> _WORK REQUIRED_
Copy each line in the data below that contains the word "position".

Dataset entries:
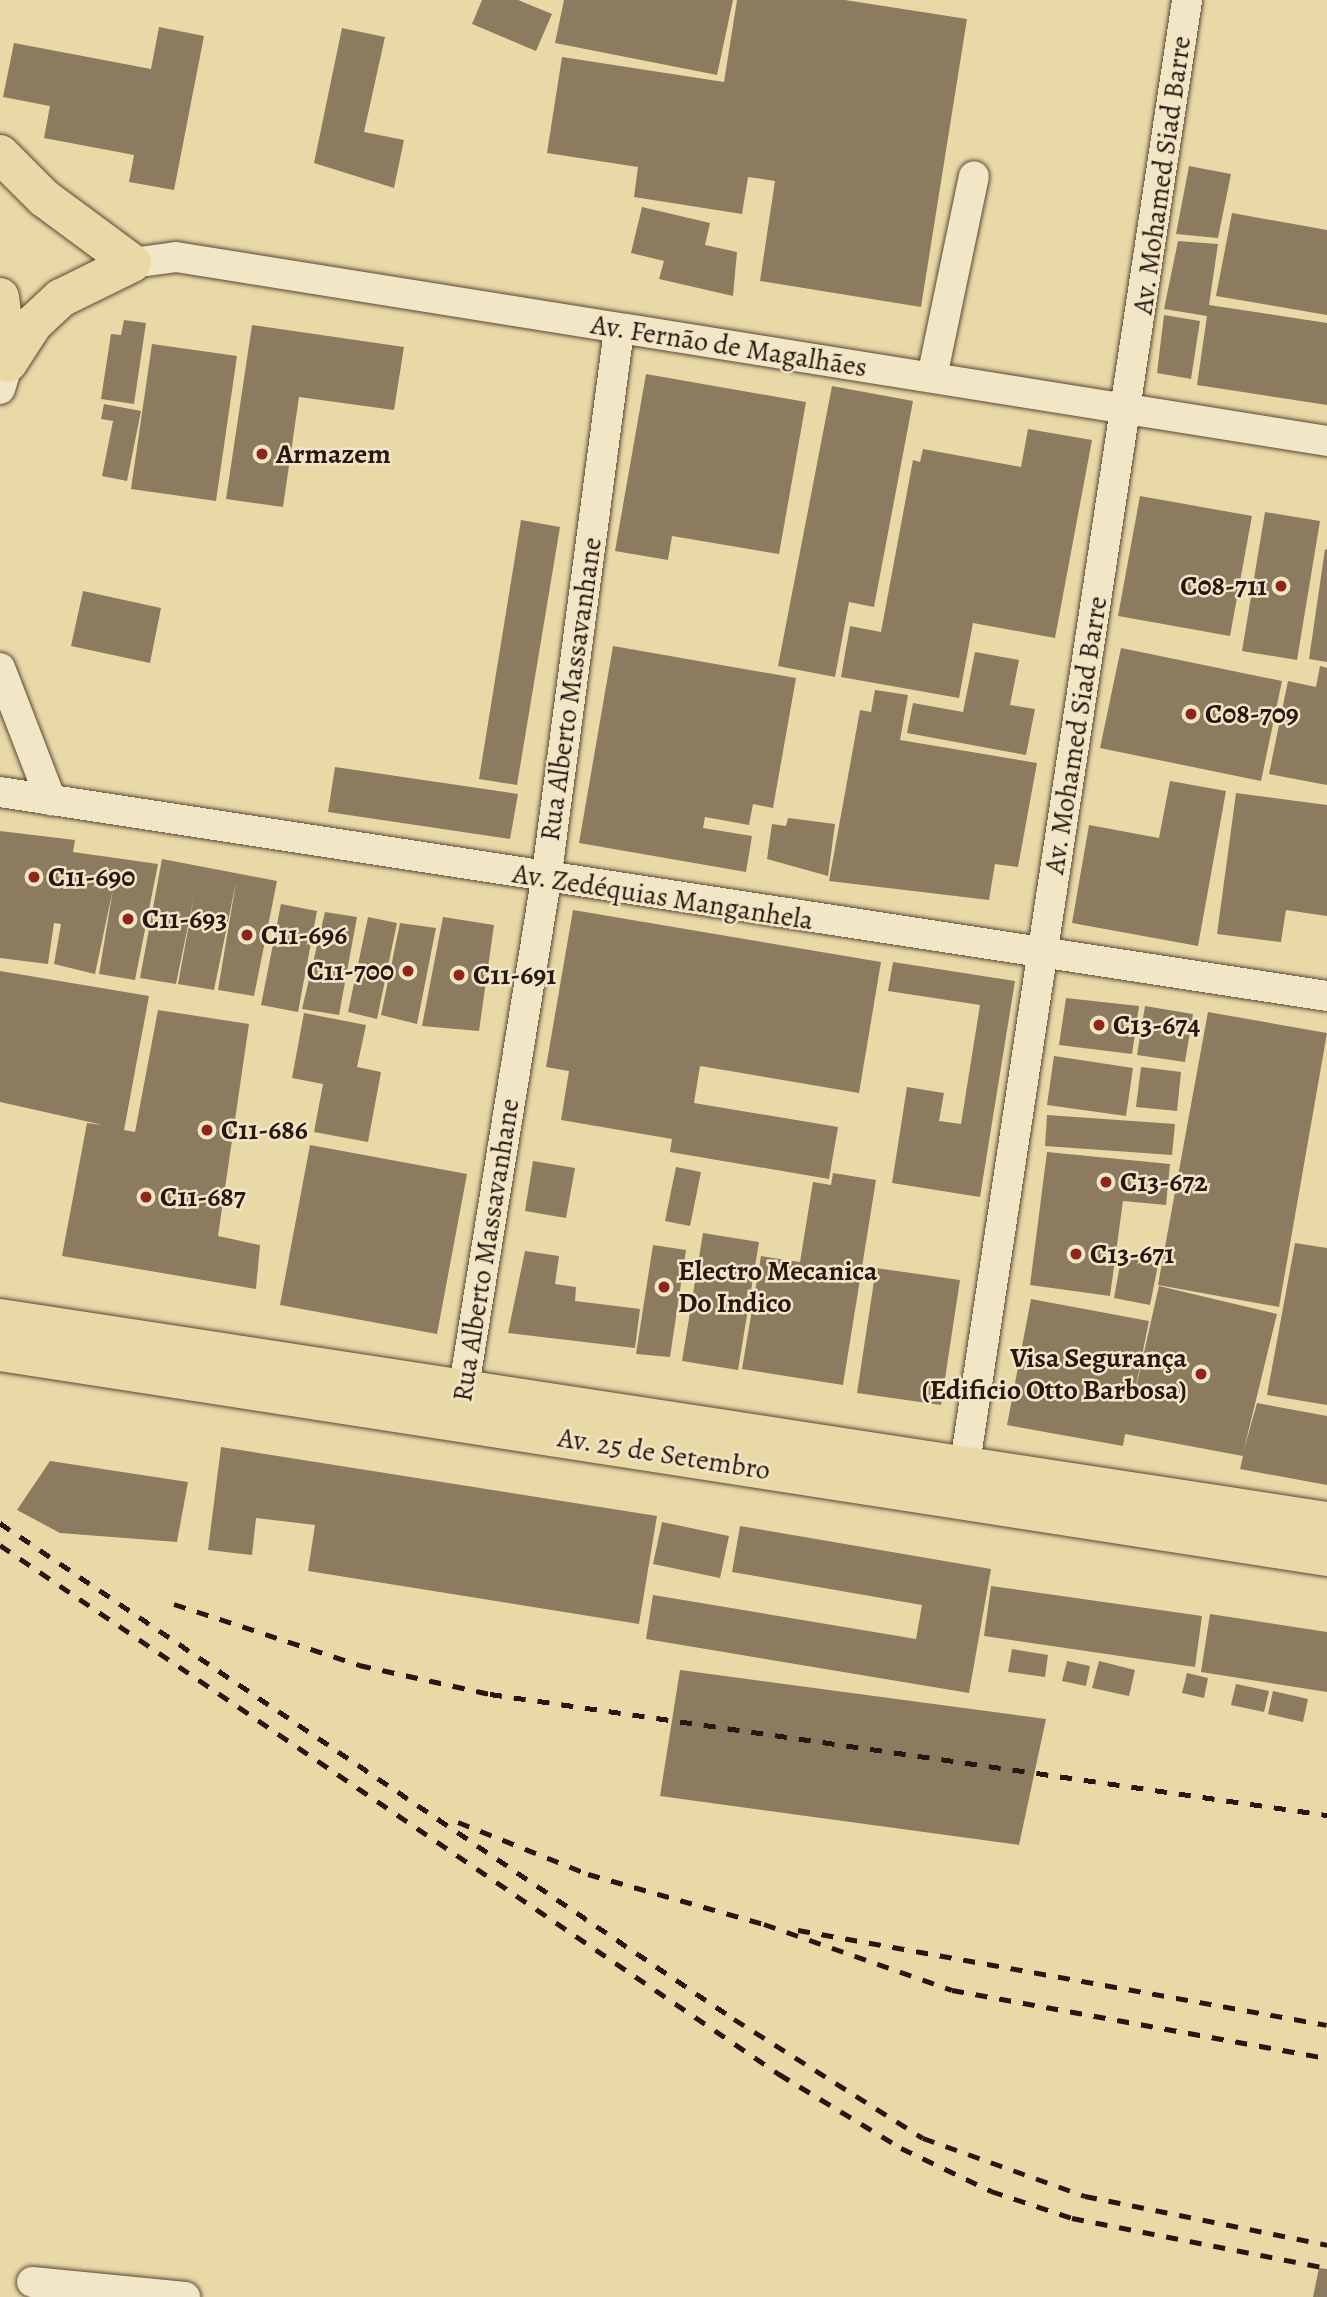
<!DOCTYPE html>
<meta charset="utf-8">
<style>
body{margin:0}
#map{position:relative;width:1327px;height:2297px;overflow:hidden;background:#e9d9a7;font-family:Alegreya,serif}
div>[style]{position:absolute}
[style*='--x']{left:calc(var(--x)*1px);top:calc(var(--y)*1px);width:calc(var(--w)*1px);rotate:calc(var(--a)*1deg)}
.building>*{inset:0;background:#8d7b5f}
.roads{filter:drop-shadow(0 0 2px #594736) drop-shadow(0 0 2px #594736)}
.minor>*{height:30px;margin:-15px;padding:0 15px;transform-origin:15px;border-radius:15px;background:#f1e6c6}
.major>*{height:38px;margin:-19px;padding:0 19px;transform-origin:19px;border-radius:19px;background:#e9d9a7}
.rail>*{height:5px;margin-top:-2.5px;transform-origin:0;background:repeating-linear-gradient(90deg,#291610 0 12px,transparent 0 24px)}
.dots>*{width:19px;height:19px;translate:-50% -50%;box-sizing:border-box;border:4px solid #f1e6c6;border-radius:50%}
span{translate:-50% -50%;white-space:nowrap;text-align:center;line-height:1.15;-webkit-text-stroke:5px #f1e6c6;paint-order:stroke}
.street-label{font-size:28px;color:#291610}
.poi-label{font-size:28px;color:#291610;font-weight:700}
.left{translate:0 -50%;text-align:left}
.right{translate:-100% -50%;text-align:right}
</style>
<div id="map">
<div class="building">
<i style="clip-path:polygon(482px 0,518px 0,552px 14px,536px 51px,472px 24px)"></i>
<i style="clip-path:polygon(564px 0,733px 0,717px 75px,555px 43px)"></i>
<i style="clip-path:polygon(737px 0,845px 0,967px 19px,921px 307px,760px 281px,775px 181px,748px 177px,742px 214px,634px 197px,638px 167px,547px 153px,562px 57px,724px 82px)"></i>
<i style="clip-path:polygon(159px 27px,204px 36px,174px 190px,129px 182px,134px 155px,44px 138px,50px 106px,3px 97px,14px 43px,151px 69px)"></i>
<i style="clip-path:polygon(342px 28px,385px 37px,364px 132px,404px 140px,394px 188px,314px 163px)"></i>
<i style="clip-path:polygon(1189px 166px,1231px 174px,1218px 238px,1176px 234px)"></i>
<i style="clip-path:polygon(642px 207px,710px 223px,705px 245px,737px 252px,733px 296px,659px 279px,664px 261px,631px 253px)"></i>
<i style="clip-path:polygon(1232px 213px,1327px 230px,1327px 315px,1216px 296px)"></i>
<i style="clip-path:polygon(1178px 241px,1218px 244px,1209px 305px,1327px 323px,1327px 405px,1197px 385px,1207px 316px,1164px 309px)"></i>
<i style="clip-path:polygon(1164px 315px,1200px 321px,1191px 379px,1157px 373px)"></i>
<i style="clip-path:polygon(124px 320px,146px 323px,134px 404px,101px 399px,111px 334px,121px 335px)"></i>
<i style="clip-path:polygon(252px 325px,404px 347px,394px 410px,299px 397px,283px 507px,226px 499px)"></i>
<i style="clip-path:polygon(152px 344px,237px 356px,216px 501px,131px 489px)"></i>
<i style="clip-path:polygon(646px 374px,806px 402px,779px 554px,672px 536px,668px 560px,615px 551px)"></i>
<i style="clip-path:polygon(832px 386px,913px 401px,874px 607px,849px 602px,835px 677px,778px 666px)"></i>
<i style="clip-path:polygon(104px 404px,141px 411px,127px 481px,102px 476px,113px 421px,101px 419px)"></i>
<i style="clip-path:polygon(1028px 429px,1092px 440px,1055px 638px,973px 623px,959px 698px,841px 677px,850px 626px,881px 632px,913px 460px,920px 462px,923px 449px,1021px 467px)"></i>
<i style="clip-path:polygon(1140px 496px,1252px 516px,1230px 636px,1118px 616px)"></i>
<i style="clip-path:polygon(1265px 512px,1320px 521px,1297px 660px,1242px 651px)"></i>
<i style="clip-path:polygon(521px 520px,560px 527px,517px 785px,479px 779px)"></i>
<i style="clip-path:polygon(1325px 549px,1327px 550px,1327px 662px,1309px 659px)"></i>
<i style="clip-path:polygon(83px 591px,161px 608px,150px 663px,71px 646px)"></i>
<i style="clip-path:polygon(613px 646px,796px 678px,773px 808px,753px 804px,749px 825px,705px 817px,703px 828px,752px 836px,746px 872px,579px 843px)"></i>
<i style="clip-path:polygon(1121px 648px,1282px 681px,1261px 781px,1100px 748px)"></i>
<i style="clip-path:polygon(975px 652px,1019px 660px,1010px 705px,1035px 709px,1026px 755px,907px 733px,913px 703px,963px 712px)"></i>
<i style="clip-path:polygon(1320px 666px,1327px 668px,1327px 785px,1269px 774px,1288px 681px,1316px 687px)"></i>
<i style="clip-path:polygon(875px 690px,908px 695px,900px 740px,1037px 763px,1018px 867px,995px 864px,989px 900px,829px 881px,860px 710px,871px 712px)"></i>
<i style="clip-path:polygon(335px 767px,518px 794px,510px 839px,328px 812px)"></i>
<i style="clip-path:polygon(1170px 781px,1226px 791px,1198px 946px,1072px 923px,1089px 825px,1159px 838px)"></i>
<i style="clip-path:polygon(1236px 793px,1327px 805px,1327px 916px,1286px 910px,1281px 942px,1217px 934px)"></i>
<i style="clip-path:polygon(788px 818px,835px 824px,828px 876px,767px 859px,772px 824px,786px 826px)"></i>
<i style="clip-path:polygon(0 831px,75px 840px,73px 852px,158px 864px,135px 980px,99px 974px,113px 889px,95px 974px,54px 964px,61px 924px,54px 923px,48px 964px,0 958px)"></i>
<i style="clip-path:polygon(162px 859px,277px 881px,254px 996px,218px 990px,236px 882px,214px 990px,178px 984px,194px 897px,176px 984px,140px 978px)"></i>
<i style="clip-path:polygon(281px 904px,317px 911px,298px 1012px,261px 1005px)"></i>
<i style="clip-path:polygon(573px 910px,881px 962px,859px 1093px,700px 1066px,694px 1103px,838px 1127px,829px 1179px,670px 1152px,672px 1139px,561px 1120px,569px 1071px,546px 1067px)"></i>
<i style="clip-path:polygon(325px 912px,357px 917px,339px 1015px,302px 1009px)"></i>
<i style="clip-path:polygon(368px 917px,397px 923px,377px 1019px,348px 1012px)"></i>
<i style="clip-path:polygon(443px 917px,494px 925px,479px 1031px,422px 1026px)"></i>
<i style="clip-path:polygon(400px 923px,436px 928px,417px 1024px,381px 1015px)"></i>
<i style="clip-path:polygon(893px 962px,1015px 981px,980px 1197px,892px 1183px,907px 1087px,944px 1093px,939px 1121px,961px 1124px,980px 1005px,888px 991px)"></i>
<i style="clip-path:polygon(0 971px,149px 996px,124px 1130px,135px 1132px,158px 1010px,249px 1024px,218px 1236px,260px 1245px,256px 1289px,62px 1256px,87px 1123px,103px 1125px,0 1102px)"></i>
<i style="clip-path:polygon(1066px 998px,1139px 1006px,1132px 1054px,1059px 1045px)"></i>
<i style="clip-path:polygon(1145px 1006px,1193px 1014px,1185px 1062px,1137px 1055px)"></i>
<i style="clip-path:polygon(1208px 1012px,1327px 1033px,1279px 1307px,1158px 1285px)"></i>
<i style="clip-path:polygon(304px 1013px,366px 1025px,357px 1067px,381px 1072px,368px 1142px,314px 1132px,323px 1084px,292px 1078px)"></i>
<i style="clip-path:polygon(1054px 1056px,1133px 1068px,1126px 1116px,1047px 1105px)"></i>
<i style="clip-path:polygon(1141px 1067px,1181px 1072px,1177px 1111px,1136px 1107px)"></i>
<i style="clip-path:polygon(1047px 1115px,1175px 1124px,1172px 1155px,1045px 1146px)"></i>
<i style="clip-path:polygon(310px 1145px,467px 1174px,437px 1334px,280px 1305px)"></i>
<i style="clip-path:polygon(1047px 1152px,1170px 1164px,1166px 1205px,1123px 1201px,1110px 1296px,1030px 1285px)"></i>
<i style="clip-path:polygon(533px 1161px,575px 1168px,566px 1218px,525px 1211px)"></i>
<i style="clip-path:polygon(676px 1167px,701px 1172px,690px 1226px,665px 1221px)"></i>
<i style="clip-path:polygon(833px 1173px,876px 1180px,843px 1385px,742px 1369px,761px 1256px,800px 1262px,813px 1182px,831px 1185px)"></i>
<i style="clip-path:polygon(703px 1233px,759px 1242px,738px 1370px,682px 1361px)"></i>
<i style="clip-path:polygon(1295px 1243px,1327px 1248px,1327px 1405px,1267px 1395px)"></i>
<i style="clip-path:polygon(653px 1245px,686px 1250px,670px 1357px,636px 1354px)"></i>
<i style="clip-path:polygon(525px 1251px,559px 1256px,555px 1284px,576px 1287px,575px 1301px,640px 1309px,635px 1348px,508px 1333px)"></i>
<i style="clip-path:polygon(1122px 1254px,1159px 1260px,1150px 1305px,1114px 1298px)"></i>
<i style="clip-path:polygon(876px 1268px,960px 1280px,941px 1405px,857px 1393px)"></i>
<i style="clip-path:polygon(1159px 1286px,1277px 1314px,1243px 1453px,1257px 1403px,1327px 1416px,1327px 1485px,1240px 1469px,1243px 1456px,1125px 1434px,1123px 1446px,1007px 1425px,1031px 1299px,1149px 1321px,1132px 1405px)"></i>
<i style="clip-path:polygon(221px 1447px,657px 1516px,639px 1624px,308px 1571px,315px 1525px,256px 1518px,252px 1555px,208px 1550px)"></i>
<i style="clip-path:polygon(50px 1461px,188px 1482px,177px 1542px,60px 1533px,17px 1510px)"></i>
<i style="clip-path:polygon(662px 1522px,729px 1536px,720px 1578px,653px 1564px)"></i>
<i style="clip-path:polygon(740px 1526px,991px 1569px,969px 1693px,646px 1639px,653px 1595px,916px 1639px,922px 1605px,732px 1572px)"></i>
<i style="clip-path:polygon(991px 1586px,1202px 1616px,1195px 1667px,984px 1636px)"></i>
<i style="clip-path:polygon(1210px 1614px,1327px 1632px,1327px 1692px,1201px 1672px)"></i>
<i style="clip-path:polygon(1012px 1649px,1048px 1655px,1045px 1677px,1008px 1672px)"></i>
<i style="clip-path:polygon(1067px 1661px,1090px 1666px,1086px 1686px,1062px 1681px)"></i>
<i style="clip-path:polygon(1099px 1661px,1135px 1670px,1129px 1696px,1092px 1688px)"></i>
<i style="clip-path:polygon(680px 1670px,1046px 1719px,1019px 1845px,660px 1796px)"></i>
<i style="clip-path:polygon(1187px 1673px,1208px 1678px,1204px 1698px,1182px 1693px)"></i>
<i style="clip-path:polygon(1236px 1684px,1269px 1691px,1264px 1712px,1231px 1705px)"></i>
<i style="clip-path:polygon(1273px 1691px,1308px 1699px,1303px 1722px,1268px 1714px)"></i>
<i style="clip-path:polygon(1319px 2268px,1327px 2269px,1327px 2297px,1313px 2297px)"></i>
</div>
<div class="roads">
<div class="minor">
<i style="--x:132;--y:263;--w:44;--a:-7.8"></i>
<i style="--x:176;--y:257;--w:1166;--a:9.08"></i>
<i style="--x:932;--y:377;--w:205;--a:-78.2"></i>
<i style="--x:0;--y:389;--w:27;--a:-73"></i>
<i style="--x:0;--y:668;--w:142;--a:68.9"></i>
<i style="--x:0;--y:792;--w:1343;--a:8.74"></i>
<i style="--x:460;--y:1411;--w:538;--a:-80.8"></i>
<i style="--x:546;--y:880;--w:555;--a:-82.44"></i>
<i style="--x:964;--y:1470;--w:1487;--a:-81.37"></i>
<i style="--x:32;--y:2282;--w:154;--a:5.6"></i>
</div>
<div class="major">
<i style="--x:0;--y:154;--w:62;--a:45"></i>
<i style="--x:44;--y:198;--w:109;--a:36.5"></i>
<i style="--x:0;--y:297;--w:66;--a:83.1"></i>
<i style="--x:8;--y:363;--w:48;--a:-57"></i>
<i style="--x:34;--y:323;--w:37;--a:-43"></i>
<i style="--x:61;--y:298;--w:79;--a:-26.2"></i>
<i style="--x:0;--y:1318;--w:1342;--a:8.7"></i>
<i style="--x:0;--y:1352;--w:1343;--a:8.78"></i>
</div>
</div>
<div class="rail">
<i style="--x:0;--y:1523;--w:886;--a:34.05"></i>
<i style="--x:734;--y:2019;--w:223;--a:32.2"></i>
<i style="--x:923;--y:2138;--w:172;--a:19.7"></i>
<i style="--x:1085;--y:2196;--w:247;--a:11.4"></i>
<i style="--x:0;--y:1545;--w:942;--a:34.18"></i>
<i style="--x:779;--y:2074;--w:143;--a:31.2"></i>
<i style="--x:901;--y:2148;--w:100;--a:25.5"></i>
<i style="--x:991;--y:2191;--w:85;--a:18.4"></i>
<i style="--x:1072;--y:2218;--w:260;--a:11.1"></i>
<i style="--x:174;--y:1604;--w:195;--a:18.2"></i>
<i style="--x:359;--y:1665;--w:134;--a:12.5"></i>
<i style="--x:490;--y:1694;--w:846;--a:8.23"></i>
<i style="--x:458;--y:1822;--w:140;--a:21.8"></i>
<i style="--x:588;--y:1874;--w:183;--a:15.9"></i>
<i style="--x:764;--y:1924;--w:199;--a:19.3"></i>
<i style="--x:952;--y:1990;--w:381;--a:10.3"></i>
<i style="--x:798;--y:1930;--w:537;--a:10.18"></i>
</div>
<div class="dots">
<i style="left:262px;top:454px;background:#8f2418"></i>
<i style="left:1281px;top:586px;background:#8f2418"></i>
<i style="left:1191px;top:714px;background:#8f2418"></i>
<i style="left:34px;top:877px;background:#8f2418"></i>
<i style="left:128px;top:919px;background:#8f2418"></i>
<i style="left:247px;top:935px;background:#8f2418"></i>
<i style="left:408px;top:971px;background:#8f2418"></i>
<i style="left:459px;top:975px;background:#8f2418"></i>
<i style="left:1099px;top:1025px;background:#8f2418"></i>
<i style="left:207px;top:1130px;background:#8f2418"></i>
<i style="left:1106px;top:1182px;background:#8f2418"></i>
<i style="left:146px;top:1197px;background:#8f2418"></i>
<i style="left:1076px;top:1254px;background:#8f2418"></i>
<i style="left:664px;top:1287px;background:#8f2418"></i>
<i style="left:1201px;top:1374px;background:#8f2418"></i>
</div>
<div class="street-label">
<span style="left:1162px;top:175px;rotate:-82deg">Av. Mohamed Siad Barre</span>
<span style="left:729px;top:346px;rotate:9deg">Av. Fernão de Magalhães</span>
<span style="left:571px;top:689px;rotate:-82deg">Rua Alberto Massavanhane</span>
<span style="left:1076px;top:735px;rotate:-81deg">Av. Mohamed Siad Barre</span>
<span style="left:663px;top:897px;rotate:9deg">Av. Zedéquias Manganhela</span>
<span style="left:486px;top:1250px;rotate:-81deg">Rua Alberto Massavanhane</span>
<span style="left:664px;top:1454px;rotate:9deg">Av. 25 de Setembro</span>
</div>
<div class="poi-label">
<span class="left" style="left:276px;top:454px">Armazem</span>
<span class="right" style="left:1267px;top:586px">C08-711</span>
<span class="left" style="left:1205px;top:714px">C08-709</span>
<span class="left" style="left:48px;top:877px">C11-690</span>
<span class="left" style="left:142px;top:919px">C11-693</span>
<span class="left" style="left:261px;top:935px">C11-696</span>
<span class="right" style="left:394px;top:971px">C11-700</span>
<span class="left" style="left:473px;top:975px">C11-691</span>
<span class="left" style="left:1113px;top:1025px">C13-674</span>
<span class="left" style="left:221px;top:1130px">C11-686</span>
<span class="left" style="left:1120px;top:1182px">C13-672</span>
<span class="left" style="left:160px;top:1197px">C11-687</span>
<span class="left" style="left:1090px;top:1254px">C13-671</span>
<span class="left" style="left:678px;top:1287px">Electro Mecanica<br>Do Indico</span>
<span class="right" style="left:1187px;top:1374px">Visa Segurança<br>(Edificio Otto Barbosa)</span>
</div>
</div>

> _YOUR SOLUTION_
#map{position:relative;width:1327px;height:2297px;overflow:hidden;background:#e9d9a7;font-family:Alegreya,serif}
div>[style]{position:absolute}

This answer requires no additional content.